Start of Block

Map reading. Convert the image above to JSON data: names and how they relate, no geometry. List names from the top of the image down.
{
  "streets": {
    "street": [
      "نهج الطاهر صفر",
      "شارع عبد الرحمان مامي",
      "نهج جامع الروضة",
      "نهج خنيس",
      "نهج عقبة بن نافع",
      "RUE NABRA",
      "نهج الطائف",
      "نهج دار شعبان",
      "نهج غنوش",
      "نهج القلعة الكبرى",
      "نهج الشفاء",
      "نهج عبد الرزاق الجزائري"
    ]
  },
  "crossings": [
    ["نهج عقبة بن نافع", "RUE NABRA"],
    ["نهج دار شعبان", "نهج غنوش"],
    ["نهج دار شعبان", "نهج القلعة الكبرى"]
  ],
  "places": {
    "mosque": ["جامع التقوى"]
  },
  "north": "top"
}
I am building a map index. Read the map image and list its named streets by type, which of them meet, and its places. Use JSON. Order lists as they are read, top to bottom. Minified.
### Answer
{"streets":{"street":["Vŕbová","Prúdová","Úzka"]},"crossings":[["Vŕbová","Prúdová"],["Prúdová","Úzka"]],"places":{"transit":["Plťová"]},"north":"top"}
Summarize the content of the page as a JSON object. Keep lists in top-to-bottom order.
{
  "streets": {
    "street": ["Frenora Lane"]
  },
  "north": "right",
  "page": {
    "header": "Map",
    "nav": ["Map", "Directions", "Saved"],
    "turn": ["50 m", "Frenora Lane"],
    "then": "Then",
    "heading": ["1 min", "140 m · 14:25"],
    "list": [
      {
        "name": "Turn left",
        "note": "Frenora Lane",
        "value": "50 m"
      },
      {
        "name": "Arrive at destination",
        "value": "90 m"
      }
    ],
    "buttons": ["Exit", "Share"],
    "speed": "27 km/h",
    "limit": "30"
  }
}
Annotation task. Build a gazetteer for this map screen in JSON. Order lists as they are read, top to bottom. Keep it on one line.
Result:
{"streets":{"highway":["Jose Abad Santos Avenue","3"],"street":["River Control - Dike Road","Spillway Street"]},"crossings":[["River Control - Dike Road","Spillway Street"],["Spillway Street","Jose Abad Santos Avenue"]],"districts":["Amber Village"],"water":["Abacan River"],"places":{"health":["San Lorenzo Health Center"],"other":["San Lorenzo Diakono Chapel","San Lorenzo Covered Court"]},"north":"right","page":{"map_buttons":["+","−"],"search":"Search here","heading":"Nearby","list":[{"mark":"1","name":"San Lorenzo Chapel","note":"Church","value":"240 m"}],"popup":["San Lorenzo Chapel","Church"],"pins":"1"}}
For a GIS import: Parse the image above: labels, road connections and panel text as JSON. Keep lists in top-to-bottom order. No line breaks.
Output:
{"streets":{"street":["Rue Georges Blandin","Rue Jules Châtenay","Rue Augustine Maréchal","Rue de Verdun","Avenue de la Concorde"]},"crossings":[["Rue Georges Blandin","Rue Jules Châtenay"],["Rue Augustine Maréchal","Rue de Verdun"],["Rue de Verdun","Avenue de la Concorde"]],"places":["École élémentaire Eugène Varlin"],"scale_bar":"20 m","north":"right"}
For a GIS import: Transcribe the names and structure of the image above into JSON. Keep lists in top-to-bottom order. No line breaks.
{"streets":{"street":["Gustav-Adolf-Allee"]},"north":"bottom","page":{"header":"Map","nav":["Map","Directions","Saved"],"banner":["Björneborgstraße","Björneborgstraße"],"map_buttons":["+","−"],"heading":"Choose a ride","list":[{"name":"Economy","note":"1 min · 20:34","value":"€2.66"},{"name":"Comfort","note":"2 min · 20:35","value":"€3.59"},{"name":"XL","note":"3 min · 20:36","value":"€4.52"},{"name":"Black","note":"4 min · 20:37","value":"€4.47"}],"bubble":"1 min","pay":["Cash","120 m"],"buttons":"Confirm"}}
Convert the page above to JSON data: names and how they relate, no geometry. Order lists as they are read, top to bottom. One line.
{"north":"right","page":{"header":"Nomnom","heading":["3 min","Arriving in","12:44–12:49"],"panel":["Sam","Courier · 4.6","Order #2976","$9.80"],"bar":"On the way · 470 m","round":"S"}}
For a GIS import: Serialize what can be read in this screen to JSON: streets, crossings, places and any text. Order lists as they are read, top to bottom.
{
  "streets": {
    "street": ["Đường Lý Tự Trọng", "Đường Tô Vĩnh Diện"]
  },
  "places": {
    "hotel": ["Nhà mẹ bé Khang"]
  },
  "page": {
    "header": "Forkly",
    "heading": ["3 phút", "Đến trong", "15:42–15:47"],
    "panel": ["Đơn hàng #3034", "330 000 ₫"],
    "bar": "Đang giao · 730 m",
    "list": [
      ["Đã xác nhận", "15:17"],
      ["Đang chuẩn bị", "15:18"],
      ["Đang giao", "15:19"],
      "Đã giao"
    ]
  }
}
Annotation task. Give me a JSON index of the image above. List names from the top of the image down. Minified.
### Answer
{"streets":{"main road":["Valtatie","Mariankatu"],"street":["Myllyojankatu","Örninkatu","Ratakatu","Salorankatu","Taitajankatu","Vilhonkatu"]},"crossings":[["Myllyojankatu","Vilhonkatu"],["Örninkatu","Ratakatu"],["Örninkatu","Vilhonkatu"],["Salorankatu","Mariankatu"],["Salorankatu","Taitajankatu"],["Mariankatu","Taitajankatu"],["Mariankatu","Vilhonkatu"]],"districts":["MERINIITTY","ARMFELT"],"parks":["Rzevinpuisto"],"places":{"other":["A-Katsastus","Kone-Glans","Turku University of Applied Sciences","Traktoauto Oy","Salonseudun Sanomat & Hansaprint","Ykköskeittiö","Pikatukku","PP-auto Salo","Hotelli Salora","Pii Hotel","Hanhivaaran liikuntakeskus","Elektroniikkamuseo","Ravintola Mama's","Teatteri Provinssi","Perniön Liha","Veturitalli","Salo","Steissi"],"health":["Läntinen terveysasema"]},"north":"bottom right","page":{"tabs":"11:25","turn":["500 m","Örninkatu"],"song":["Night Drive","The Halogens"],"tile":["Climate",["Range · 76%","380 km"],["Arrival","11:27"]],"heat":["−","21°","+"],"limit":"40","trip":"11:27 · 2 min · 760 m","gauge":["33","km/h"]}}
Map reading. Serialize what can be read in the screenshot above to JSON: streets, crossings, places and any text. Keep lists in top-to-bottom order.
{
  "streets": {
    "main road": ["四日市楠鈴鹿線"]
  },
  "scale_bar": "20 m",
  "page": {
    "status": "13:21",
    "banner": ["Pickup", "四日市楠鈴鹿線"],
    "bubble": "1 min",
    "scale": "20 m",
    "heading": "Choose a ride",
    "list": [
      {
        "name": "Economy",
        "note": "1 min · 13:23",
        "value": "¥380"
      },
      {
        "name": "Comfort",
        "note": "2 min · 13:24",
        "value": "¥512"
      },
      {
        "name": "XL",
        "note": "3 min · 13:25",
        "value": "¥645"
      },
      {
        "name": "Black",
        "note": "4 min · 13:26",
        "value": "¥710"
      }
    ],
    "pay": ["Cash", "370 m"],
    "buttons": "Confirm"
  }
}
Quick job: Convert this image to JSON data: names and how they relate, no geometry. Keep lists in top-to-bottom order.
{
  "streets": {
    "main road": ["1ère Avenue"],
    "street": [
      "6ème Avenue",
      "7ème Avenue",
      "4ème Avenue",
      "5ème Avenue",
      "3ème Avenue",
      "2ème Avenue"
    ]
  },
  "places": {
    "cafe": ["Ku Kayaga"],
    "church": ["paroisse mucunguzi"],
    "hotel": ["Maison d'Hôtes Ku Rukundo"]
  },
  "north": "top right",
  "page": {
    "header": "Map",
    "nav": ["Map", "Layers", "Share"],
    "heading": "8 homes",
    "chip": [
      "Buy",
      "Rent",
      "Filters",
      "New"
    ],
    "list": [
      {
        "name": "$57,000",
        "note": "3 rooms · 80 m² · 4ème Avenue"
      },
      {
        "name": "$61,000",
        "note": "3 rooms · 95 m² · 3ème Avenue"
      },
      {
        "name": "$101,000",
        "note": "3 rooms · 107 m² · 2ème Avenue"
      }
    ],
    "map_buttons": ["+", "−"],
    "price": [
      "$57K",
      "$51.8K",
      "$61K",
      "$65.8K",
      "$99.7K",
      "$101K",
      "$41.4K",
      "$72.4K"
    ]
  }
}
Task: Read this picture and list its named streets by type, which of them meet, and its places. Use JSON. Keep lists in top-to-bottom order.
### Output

End of Block

Task objective: Copy out the lines of the records above in which the string "meet" appears.

Your solution:
I am building a map index. Read the map image and list its named streets by type, which of them meet, and its places. Use JSON. Order lists as they are read, top to bottom. Minified.
Task: Read this picture and list its named streets by type, which of them meet, and its places. Use JSON. Keep lists in top-to-bottom order.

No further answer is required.